Wie Dr. Benbrook in seinem Beitrag darlegte, stammte das “Evidenzkonsortium” der EPA, das die Sicherheit und Wirksamkeit von Glyphosat belegt, hauptsächlich von genau den Unternehmen, die von seinem Verkauf profitieren.

Die IARC hingegen betrachtete echte veröffentlichte Wissenschaften, die nicht von der chemischen Industrie beeinflusst wurden und die Glyphosat einfach aus einer neutralen Perspektive bewerteten. (3)

“EPA und IARC haben aus drei Hauptgründen diametral entgegengesetzte Schlussfolgerungen zur Glyphosat-Genotoxizität gezogen”, erklärt Dr. Benbrook in seinem Beitrag. Diese drei Gründe sind:

  • (1) In den von EPA und IARC erstellten Kerntabellen stützte sich die EPA hauptsächlich auf von Registranten in Auftrag gegebene, unveröffentlichte regulatorische Studien, von denen 99% negativ waren, während sich die IARC hauptsächlich auf Peer-Review-Studien stützte, von denen 70% positiv waren (83 von 118)”.
  • (2) “Die Bewertung der EPA basierte weitgehend auf Daten aus Studien über technisches Glyphosat, während die Überprüfung des IARC den Ergebnissen der formulierten GBH- und AMPA-Assays große Bedeutung beimaß”.
  • (3) “Die Bewertung der EPA konzentrierte sich auf typische, allgemeine ernährungsbedingte Expositionen der Bevölkerung unter der Annahme legaler, lebensmittelechtlicher Verwendungen und berücksichtigte nicht die allgemein höheren beruflichen Expositionen und Risiken. Die Bewertung der IARC umfasste Daten aus typischen Ernährungs-, Berufs- und Expositionsszenarien.”

Unterstützung für Dr. Benbrook

Professor Thomas Backhaus, Chefredakteur der Zeitschrift, in der die bahnbrechende Studie von Dr. Benbrook, Environmental Sciences Europe, veröffentlicht wurde, war durch die Enthüllungen von Dr. Benbrook so überwältigt, dass er einen eigenen Kommentar verfasst hat, in dem Wissen, dass er wahrscheinlich Rückschläge von der chemischen Industrie erhalten würde.

“Wir sind überzeugt, dass der Artikel neue Erkenntnisse darüber liefert, warum die EPA und die IARC unterschiedliche Schlussfolgerungen über die Karzinogenität von Glyphosat und GBHs [glyphosatbasierte Herbizide] gezogen haben”, schrieb Prof. Backhaus. “Es ist ein wichtiger Beitrag zur Diskussion über die Genotoxizität von GBHs.”

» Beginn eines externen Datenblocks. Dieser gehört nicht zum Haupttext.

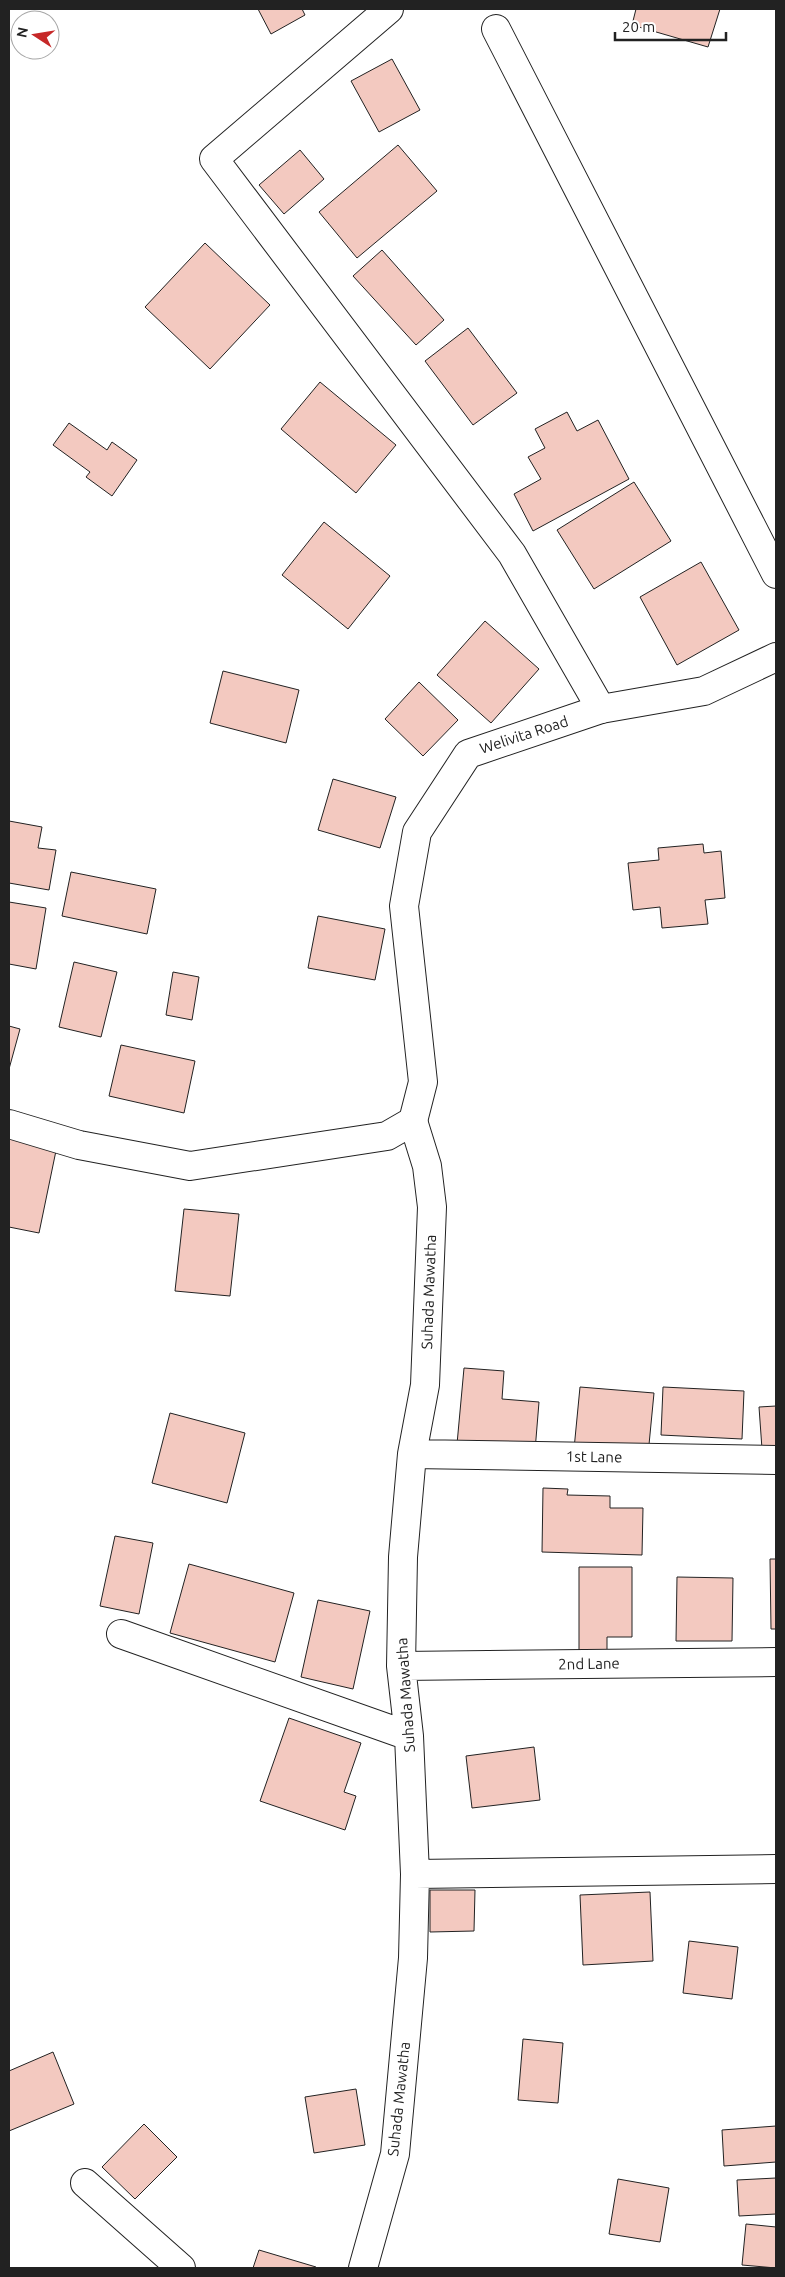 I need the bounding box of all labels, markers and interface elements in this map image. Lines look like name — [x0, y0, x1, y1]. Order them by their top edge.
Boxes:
north arrow — [10, 10, 60, 60]
scale bar — [615, 10, 726, 42]
text: 20 m — [622, 18, 655, 35]
text: N — [13, 26, 31, 39]
street label: Welivita Road — [477, 712, 570, 757]
street label: Suhada Mawatha — [418, 1234, 439, 1350]
street label: 1st Lane — [566, 1448, 622, 1465]
street label: Suhada Mawatha — [393, 1637, 418, 1753]
street label: 2nd Lane — [558, 1654, 620, 1673]
street label: Suhada Mawatha — [384, 2041, 413, 2157]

Dr. Rosemary Mason, eine Aktivistin, die hart daran arbeitet, die Verwendung von Glyphosat und Roundup in Europa zu stoppen, reichte bereits im Januar eine Beschwerde beim Europäischen Ombudsmann ein, die auf dieser und anderen Beweisen beruht, die darauf hindeuten, dass Glyphosat tatsächlich überhaupt nicht sicher ist. (4)

Sie sagt, dass sich die europäischen Regulierungsbehörden schuldig gemacht haben, mit den großen Agrarunternehmen zusammenzuarbeiten, um gefährliche Pflanzenschutzmittel zu genehmigen, die Menschen schädigen und töten.

Der Europäische Ombudsmann hat inzwischen die Beschwerde von Dr. Mason abgelehnt, die daraufhin ein 25-seitiges Dokument verfasst hat, in dem die vielen negativen Auswirkungen von Glyphosat und Roundup sowohl auf die menschliche Gesundheit als auch auf die Umwelt beschrieben werden.

Sie erklärt in diesem Beitrag auch, wie die chemische Industrie die Öffentlichkeit durch korrumpierende Regulierungsbehörden dazu gebracht hat, das Herbizid trotz seiner bekannten Gefahren auf dem Markt zu halten.